Déclaration politique du Bloc de gauche et lutte contre l’austérité

Fin juin, le Bloc de gauche (BE) aura tenu sa Convention nationale, qui définira sa ligne stratégique. Examinant avec soin le processus et la dynamique de ce parti politique comme jamais auparavant, certains médias ont sonné l’alarme: « Le Bloc de gauche bombarde le gouvernement d’exigences considérables ». Selon les médias, le parti bombarde de menaces le gouvernement, qui dépend de son soutien, en lui imposent des conditions.
Cette interprétation est exagérée et offensive, mais elle est aussi révélatrice. Elle exprime grande part de responsabilité du Bloc de gauche pour contribuer à une nouvelle solution de gouvernement qui, en raison du désespoir lié à l’éclatement de la droite, est encore soumise à la défiance de secteurs de pouvoirs informels (les médias de masse, par exemple) toujours fidèles au programme d’austérité. Résumons la situation.

 

Repositionnement du conflit politique

La coalition des partis de droite a remporté l’élection d’octobre 2015, avec 38% des votes. Cependant, elle n’a pas réussi à former une majorité parlementaire susceptible de soutenir un gouvernement de droite. Le Parti socialiste (PS), avec 32% des voix, a été contraint d’abandonner son programme libéral de la campagne électorale pour répondre aux exigences des partis de gauche et avoir une majorité parlementaire.
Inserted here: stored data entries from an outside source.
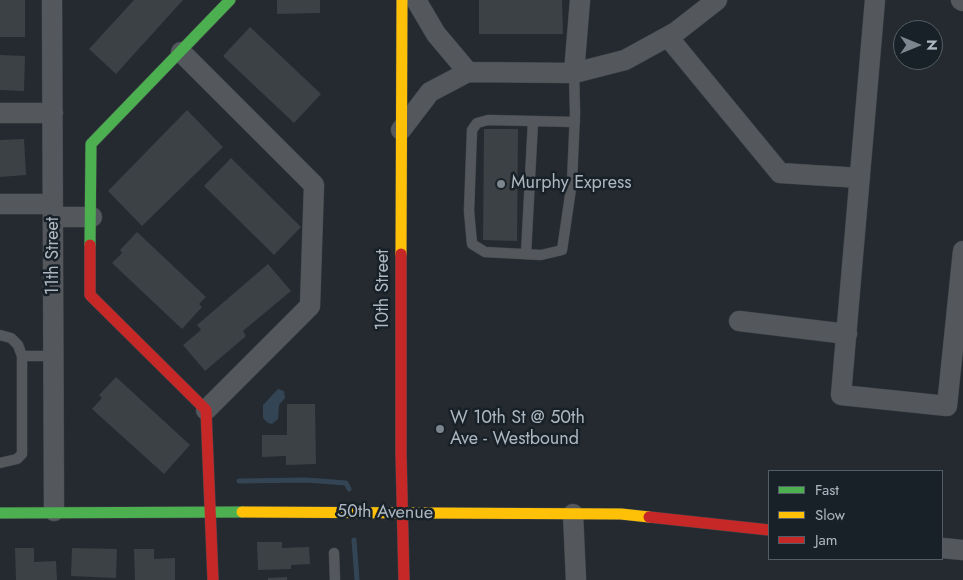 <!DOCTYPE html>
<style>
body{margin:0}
#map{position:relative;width:963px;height:580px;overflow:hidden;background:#242a2f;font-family:Jost,sans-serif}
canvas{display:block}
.legend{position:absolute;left:768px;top:470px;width:175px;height:90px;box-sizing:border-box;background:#192128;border:1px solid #545d65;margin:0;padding:6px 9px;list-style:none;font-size:15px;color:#adb7c1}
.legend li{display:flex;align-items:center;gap:10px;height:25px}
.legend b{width:25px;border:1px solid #545d65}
.north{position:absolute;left:893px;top:20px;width:50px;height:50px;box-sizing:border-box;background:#192128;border:1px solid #545d65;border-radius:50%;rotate:90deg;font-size:14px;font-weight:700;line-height:20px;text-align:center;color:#adb7c1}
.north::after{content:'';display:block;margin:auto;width:18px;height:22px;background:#7d868e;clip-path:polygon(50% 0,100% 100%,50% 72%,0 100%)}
</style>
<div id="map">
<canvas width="963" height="580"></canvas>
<ul class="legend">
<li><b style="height:6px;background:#4caf50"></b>Fast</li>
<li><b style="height:6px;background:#ffc107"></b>Slow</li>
<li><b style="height:6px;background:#c62828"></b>Jam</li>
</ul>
<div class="north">N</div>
</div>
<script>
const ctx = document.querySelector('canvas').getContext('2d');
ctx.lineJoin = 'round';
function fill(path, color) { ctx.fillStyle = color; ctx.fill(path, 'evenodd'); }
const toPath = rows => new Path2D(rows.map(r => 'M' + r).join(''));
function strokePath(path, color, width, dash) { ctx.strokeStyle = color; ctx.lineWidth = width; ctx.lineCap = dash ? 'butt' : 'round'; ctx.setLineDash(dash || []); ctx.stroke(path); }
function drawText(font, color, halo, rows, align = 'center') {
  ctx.font = font + ' Jost,sans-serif'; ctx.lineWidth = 5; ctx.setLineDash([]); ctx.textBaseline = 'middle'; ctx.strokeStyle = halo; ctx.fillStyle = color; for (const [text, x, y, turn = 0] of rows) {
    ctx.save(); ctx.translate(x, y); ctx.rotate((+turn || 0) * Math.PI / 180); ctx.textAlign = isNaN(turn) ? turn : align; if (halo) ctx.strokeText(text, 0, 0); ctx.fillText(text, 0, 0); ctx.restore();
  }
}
const water = toPath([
 [278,389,284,391,285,398,279,405,278,419,272,424,268,423,263,418,263,405]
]);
const stream = toPath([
 [239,481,306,480,346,483,349,489],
 [354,540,357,580]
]);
const building = toPath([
 [0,0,25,0,25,37,0,37],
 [134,0,183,0,116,74,89,49],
 [277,0,320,0,320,13,277,14],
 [479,0,562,0,563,34,479,34],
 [250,27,321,94,294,123,223,56],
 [0,55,25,56,24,91,0,90],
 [187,110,223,147,142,226,108,191],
 [484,129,518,129,517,241,483,240],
 [24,139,26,175,0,177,0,140],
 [231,158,301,227,274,255,204,186],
 [137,232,206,297,199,304,202,307,182,329,112,263,122,253,120,250],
 [268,264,291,291,243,331,246,336,205,371,183,345,201,330,197,325],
 [116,377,190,445,164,474,92,409,102,398,99,395],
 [287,404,315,404,316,464,286,465,286,456,262,457,262,435,287,435],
 [257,542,282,542,282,548,309,547,310,564,291,565,291,569,258,570],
 [15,548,34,548,34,562,56,561,57,580,16,580],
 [72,548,117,549,116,578,71,576],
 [134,549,154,549,154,559,175,558,175,580,135,580],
 [287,577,287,580,268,580,268,578]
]);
const lane = toPath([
 [574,73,575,113,572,182,562,250,541,255,485,252,472,244,469,211,472,130,477,123,488,120,575,122],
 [526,254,533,121],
 [0,335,11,338,18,345,22,356],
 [0,463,17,459,22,454,22,356,54,356],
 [334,553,335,580]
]);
const street = toPath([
 [52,0,54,511],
 [416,0,436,34,468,72],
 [875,0,841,395,947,406,963,251],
 [961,0,963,1],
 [668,37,780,173,860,178],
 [181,52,314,185,310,306,206,410],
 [574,73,580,0],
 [0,113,53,113],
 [401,130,430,92,468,72,574,73,625,60,676,32,717,0],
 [0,204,53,204],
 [53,217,92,217],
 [739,321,847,334],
 [573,514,576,580],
 [942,548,963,550]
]);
const fast = toPath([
 [90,245,91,144,230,0],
 [0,513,242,512]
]);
const slow = toPath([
 [401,254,402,0],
 [242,512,621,514,649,517]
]);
const jam = toPath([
 [90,245,90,295,206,410,213,580],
 [401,254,401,453,404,580],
 [649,517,769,530]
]);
const markers = [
 [501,184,5,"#7d868e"],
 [440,429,5,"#7d868e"]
];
const poiNames = [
 ["Murphy Express",511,184],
 ["W 10th St @ 50th",450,419],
 ["Ave - Westbound",450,440]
];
const streetNames = [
 ["11th Street",54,256,-90],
 ["10th Street",384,290,-90],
 ["50th Avenue",385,513,1]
];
fill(water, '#334555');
strokePath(stream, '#334555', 5);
fill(building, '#3c4146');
strokePath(lane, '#404448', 11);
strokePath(street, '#404448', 21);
strokePath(fast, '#404448', 12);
strokePath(slow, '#404448', 12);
strokePath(jam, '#404448', 12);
strokePath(lane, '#54585d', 10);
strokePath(street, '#54585d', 20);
strokePath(fast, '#4caf50', 11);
strokePath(slow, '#ffc107', 11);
strokePath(jam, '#c62828', 11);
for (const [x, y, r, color] of markers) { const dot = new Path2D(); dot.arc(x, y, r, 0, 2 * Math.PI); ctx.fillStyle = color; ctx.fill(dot); strokePath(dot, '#192128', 2); }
drawText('18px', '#adb7c1', '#192128', poiNames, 'left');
drawText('18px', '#adb7c1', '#192128', streetNames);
</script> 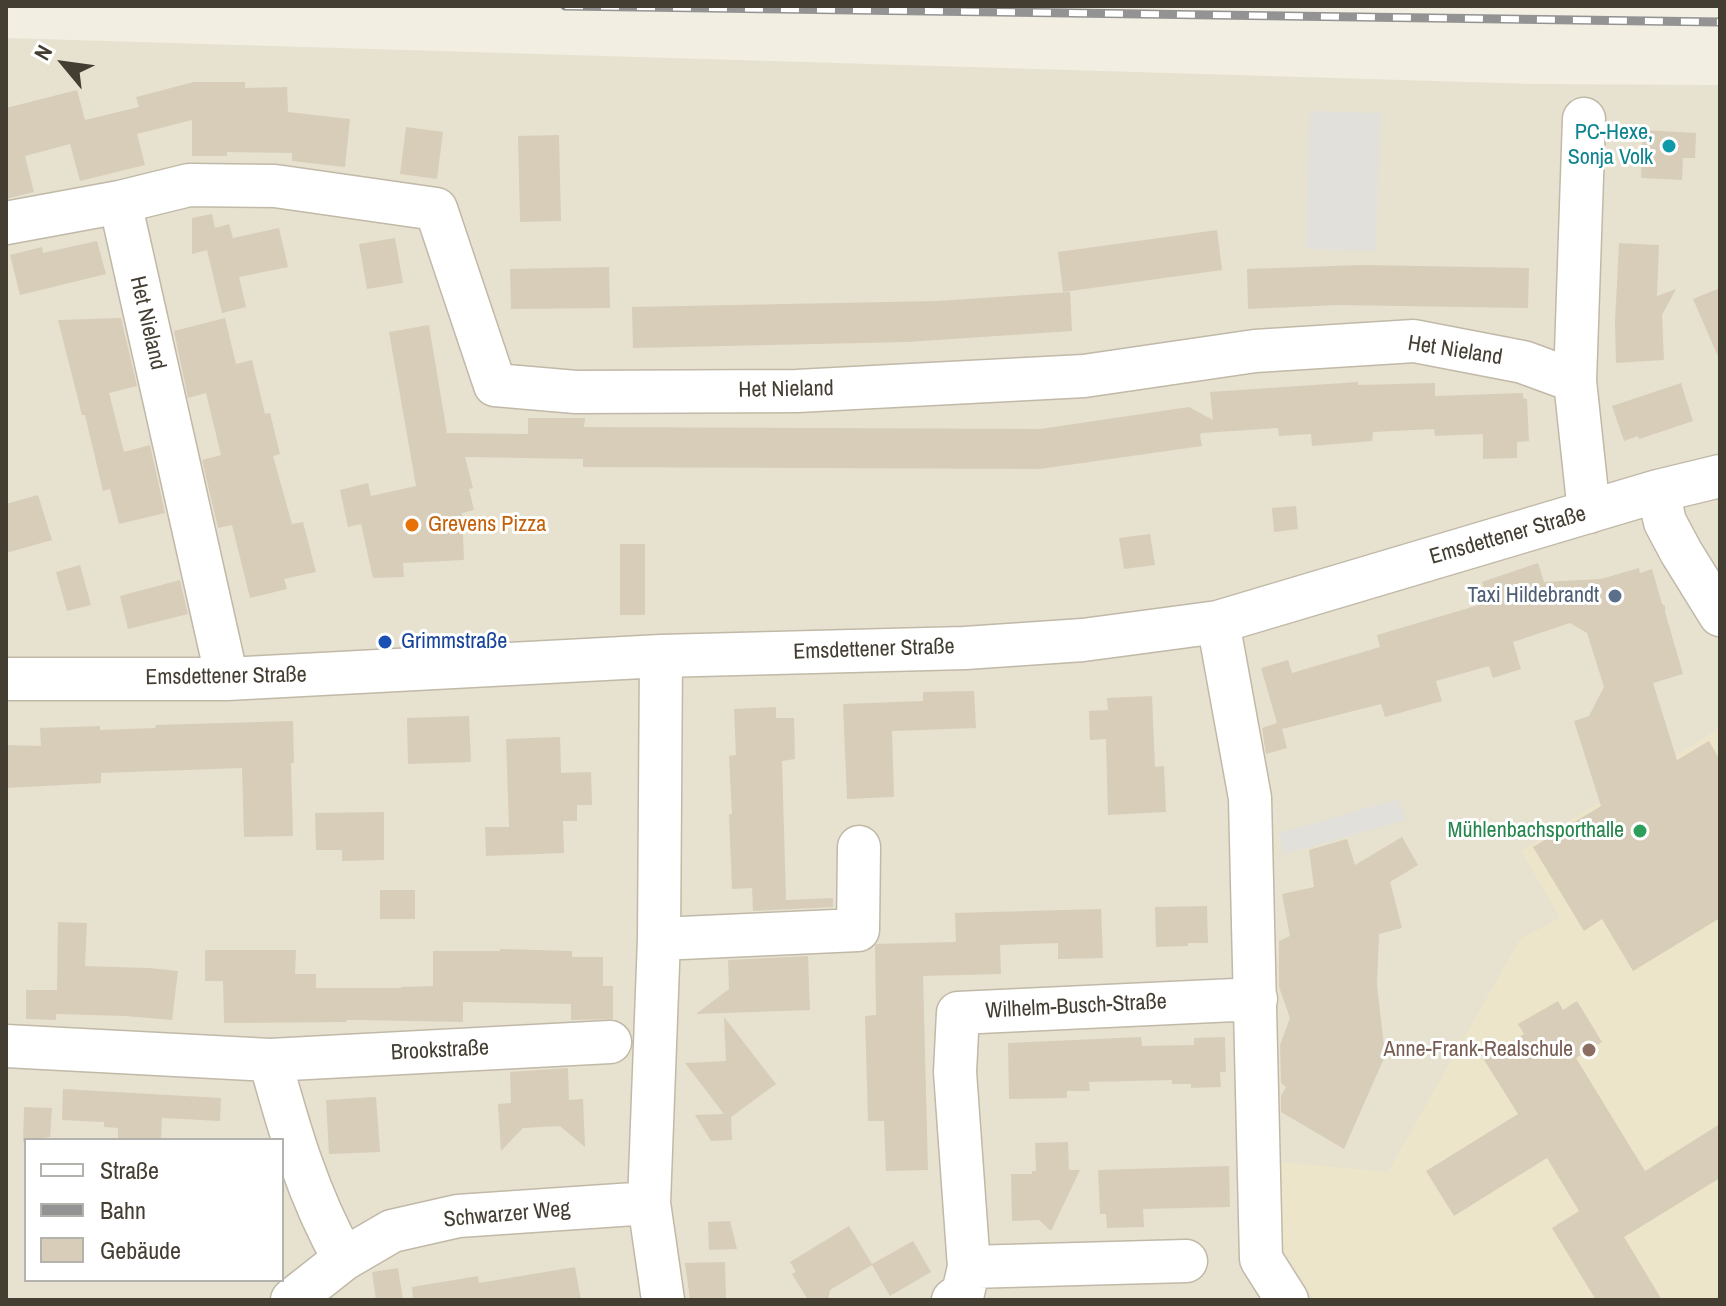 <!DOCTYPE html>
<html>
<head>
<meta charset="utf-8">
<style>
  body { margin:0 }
  #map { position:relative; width:1726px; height:1306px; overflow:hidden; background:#f3eee2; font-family:"Archivo Narrow",sans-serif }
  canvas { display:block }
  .frame { position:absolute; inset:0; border:8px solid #443e32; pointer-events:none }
  .legend { position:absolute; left:24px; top:1138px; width:260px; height:144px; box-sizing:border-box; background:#fff; border:2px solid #b4b2ad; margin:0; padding:10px 14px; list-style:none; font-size:24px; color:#443e32 }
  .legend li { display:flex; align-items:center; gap:16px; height:40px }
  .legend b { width:40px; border:2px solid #b4b2ad }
  .north { position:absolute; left:24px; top:24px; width:80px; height:80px; -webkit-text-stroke:6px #fff; paint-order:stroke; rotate:299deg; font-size:22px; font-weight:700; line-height:32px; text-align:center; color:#443e32 }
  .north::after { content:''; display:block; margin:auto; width:28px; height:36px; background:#443e32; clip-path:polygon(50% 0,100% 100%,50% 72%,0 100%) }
</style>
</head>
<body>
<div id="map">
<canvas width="1726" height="1306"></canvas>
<div class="frame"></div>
<ul class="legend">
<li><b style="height:10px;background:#fff"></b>Straße</li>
<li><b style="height:10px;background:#939393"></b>Bahn</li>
<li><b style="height:22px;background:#d8cdb9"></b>Gebäude</li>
</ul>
<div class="north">N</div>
</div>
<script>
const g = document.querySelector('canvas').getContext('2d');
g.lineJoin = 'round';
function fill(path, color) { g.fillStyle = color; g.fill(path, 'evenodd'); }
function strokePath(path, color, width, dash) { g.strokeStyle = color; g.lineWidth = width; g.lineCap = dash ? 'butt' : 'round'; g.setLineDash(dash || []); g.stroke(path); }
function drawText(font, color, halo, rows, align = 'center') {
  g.font = font + ' "Archivo Narrow",sans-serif'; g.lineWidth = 6; g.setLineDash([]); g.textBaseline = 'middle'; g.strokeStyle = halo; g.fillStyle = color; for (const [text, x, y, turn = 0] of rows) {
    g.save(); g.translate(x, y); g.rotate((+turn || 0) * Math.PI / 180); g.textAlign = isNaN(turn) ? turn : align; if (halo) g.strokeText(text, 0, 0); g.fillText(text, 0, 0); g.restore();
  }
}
const residential = new Path2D(`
  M6,38L1534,84L1720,85V1300H6ZM26,1140H282V1280H26Z`);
const education = new Path2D(`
  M1720,728V1300H1314L1282,1248L1281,1162L1388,1172L1520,939L1560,918L1521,851Z`);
const parking = new Path2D(`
  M1310,111L1380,113L1376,251L1306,249Z
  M1398,799L1405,820L1284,854L1279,833Z`);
const building = new Path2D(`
  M194,82H245V88L287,87L288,112L350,119L345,167L292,161V153L227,152V156H192V120L137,134L145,165L80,181L70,144L25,156L34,192L6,199V108L77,90L85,120L139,107L136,97Z
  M406,127L443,132L437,179L400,174Z
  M1643,130L1696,133L1695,158H1683L1682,180L1641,178Z
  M559,135L561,221L520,222L518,136Z
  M212,214L215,228L229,224L233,238L279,228L288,267L239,277L246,307L222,313L207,250L192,254V218Z
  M1217,230L1222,270L1063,292L1058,252Z
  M395,238L403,283L367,289L359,244Z
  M97,241L106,274L20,295L10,255L42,247L43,253Z
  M1619,243L1659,245L1657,296L1676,289L1662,315L1664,360L1616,363L1615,322Z
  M1363,265L1529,268L1528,308L1338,305L1248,309L1247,269Z
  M609,267L610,308L511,309L510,269Z
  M1720,288V361L1693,299Z
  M1070,292L1072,331L907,342L633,348L632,307L938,301Z
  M121,318L137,386L109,393L124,452L150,445L165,513L119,524L110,489L103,491L85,415H82L58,320Z
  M225,318L236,364L252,360L265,414L270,413L280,454L273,456L292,524L303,522L316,572L284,579L287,589L250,598L232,525L218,528L202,460L221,455L206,393L188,398L174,331Z
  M429,325L447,433L528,434V418H585L584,427L1040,429L1189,407L1213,420L1210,392L1358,382V385L1435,383V396L1523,393V398L1527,399L1529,441L1517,442V458L1483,459V434L1435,436L1434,429L1373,432L1372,441L1312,446L1311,434L1279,436L1278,428L1202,433L1200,435L1202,446L1040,469L583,467V459L465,457L473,488L469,489L474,510L462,513L464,560L403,563L404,577L373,578L361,524L348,527L340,490L368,483L371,496L416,486L389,332Z
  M1681,383L1693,421L1639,439L1638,436L1624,441L1612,406Z
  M38,495L52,540L6,553V504Z
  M1296,506L1298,529L1274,532L1272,508Z
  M1150,534L1155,565L1124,569L1119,538Z
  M620,544H645V615H620Z
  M1538,563L1544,582L1601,579L1639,568L1640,573L1652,569L1662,604L1665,606V612L1683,674L1653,683L1677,760L1709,741L1720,760V918L1633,971L1602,919L1584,931L1533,847L1601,806L1574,721L1589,716L1604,687L1587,633L1570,623L1513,642L1521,669L1493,678L1489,666L1436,681L1442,701L1385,717L1381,704L1282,729L1287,748L1266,754L1262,728L1277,723L1261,668L1288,660L1292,673L1380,647L1377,635L1489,602L1482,582Z
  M80,565L91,605L67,611L56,572Z
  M180,580L188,614L128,629L120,596Z
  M974,691L976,728L892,731L894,797L847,799L843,704L923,701V692Z
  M1152,696L1155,767L1164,766L1166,812L1108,815L1106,739L1090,740L1089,711L1108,710L1107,698Z
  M776,707V718H794L795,759L782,761L786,900L833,898V907L753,911L752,888L732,889L729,814H732L729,756L736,755L734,709Z
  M469,716L471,762L408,764L407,718Z
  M293,721L294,763H291L293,836L244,837L242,768L101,773V783L6,788V745L41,746L40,728L100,726V730L155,728L156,725Z
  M560,737L561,773L591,772L592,805H577V821H563L564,853L486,856L485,827H509L506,739Z
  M384,812V860L342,861V850H316L315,813Z
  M1402,837L1418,865L1390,882L1402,928L1379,934L1377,985L1385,1056L1344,1149L1281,1112V1096L1286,1087L1281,1083L1280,1045L1290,1018L1279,987V941L1290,936L1282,894L1314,887L1309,850L1347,839L1355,865Z
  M380,890H415V919H380Z
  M1207,906L1208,943H1188V946L1156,947L1155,907Z
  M1101,909L1103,958L1058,959V943L1000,945L1001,974L923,976L928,1170L886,1171L884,1121H868L865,1016L876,1015L875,946L876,944L956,942L955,913Z
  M58,922L87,923L85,966L149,968L178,971L172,1020L125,1016L56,1014V1020L26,1019V990H57Z
  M500,949L572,951V957H603V986H613V1019L571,1020V1004L463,1002V1022L360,1020H346L347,1022L224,1023L223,981H205V950H296L295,974H316V988H401V987L433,986V951H500Z
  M808,956L810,1010L696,1014L729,989L728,960Z
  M1558,1001L1563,1010L1577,1001L1602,1042L1576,1058L1645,1171L1720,1124V1178L1624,1237L1662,1300H1596L1552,1228L1579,1211L1547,1158L1454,1216L1426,1171L1518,1114L1481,1055L1498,1050L1524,1034L1518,1024Z
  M724,1017L776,1084L731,1117L732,1140L711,1141L695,1115L724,1114L685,1063L726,1061Z
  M1141,1037L1142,1046L1194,1045V1038L1225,1037L1226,1072H1220L1221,1087L1191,1088V1084H1172V1080L1089,1082L1090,1091H1067V1098L1009,1099L1008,1043Z
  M568,1068L569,1100L583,1099L585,1147L560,1126L541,1127L523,1128L501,1151L498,1104L511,1103L510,1072Z
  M63,1089L221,1098L220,1121L162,1118L161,1139L118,1140V1128L104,1127V1122L62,1120Z
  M376,1097L380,1152L329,1154L326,1100Z
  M24,1107L52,1108L50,1137L26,1140V1142H23Z
  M1068,1142L1069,1170H1080L1051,1231L1039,1220L1012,1221L1011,1174H1032V1171H1036L1035,1143Z
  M1229,1166L1230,1207L1143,1209L1144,1227L1107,1228L1106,1214H1100L1098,1170Z
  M730,1221L737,1249L709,1250L708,1222Z
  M849,1226L872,1264L913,1241L931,1272L890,1296L872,1265L830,1290L828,1300H808L792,1274L796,1272L790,1262Z
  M725,1262L726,1300H690L685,1263Z
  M575,1267L581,1300H413L412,1287L478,1276L479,1283Z
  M398,1268L403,1300H376L372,1272Z`);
const minor = new Path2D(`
  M1584,119L1575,381L1589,512
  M6,223L120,202
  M1658,491L1665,522L1681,552L1720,615
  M1218,622L1250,798L1261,1259L1287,1300
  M661,656L659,939L649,1203L663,1300
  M6,679H227L661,656L965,648L1083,640L1218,622L1658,491L1720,476
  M227,679L120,202L189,185L275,186L436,209L495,385L576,392L797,391L1084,376L1255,351L1414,341L1523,362L1575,381
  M659,939L858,930L859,847
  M6,1046L270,1060C289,1129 308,1196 344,1259
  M270,1060L610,1042
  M969,1267L1186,1261
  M292,1300L344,1259L392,1231L458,1216L649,1203
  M953,1300L963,1293L969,1267L955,1072L958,1013L1256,999`);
const rail = new Path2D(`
  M565,6L1720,22`);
const markers = [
  [1669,146,8,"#0f9aa8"],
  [412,525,8,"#e8710a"],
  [1615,596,8,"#5c6f8a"],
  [385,642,8,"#1a4fb4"],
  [1640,831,8,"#2e9e5b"],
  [1589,1050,8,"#8d6e63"]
];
const cultureNames = [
  ["PC-Hexe,",1653,133],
  ["Sonja Volk",1653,158]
];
const streetNames = [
  ["Het Nieland",147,323,77],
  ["Het Nieland",1455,351,9],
  ["Het Nieland",786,390,-1],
  ["Emsdettener Straße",1508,536,-16],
  ["Emsdettener Straße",874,650,-2],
  ["Emsdettener Straße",226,677,-1],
  ["Wilhelm-Busch-Straße",1076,1007,-3],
  ["Brookstraße",440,1051,-3],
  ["Schwarzer Weg",507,1215,-5]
];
const foodNames = [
  ["Grevens Pizza",428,525]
];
const serviceNames = [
  ["Taxi Hildebrandt",1599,596]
];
const transitNames = [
  ["Grimmstraße",401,642]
];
const leisureNames = [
  ["Mühlenbachsporthalle",1624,831]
];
const educationNames = [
  ["Anne-Frank-Realschule",1573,1050]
];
fill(residential, '#e7e1cf');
fill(education, '#ede5ca');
fill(parking, '#e2e0db');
fill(building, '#d8cdb9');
strokePath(minor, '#c1b9a7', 45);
strokePath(minor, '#fff', 42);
strokePath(rail, '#939393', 9);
strokePath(rail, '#fff', 6, [18]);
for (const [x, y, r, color] of markers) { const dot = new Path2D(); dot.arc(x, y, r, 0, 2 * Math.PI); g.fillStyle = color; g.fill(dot); strokePath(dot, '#fff', 3); }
drawText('22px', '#0d838f', '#fff', cultureNames, 'right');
drawText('22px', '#443e32', '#fff', streetNames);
drawText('22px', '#c56008', '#fff', foodNames, 'left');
drawText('22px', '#4e5e75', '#fff', serviceNames, 'right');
drawText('22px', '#164399', '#fff', transitNames, 'left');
drawText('22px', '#27864d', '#fff', leisureNames, 'right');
drawText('22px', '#785e54', '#fff', educationNames, 'right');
</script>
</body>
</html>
Ces exigences comprenaient la fin des privatisations, la revalorisation des salaires et des pensions et la fin des attaques contre le droit du travail.
Les partis de gauche ne participent pas au gouvernement, dirigé par le Secrétaire général du Parti socialiste (PS), António Costa, mais sont indispensables au maintien de la majorité parlementaire qui le soutient, et qui est construite sur des accords politiques sectoriels et stratégiques, notamment l’approbation du budget national. En ne faisant pas partie du gouvernement, les partis de gauche peuvent maintenir leur indépendance stratégique et programmatique, ce qui est essentiel dans le contexte actuel, tout en étant en capacité d’influer le rapport de forces de l’extérieur.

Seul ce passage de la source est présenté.